**GOAL OF THE EXERCISE**
Only one range belongs in the answer: the line holding "Input: one rendered" through the last line of the records, reproduced as is.

▼▼▼

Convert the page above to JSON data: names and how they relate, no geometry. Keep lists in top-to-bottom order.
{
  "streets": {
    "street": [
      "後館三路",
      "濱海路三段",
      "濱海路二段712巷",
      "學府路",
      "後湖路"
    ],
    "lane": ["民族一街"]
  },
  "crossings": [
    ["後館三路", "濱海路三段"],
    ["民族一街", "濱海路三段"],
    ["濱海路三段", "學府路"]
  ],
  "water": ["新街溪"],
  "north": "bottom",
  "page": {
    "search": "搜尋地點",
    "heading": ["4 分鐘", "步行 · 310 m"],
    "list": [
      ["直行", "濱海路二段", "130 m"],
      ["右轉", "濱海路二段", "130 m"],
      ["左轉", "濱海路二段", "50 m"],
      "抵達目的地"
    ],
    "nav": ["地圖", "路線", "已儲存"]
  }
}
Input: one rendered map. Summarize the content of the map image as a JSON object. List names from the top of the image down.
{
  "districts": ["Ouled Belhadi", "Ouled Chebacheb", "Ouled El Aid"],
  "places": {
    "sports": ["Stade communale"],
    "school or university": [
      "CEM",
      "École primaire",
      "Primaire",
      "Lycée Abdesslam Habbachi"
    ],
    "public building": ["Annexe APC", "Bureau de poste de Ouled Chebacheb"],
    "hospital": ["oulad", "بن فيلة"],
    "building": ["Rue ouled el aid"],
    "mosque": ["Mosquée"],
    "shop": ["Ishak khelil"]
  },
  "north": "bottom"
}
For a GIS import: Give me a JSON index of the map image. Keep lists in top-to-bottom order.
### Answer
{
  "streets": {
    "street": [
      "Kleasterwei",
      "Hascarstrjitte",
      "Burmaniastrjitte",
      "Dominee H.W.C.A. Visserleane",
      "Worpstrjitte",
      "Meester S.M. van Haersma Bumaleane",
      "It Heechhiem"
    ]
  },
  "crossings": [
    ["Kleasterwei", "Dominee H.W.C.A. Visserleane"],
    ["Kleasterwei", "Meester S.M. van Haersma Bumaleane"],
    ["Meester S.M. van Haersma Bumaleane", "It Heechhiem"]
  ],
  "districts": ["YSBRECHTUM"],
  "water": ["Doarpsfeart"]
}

▲▲▲

**TASK OUTPUT**
Input: one rendered map. Summarize the content of the map image as a JSON object. List names from the top of the image down.
{
  "districts": ["Ouled Belhadi", "Ouled Chebacheb", "Ouled El Aid"],
  "places": {
    "sports": ["Stade communale"],
    "school or university": [
      "CEM",
      "École primaire",
      "Primaire",
      "Lycée Abdesslam Habbachi"
    ],
    "public building": ["Annexe APC", "Bureau de poste de Ouled Chebacheb"],
    "hospital": ["oulad", "بن فيلة"],
    "building": ["Rue ouled el aid"],
    "mosque": ["Mosquée"],
    "shop": ["Ishak khelil"]
  },
  "north": "bottom"
}
For a GIS import: Give me a JSON index of the map image. Keep lists in top-to-bottom order.
### Answer
{
  "streets": {
    "street": [
      "Kleasterwei",
      "Hascarstrjitte",
      "Burmaniastrjitte",
      "Dominee H.W.C.A. Visserleane",
      "Worpstrjitte",
      "Meester S.M. van Haersma Bumaleane",
      "It Heechhiem"
    ]
  },
  "crossings": [
    ["Kleasterwei", "Dominee H.W.C.A. Visserleane"],
    ["Kleasterwei", "Meester S.M. van Haersma Bumaleane"],
    ["Meester S.M. van Haersma Bumaleane", "It Heechhiem"]
  ],
  "districts": ["YSBRECHTUM"],
  "water": ["Doarpsfeart"]
}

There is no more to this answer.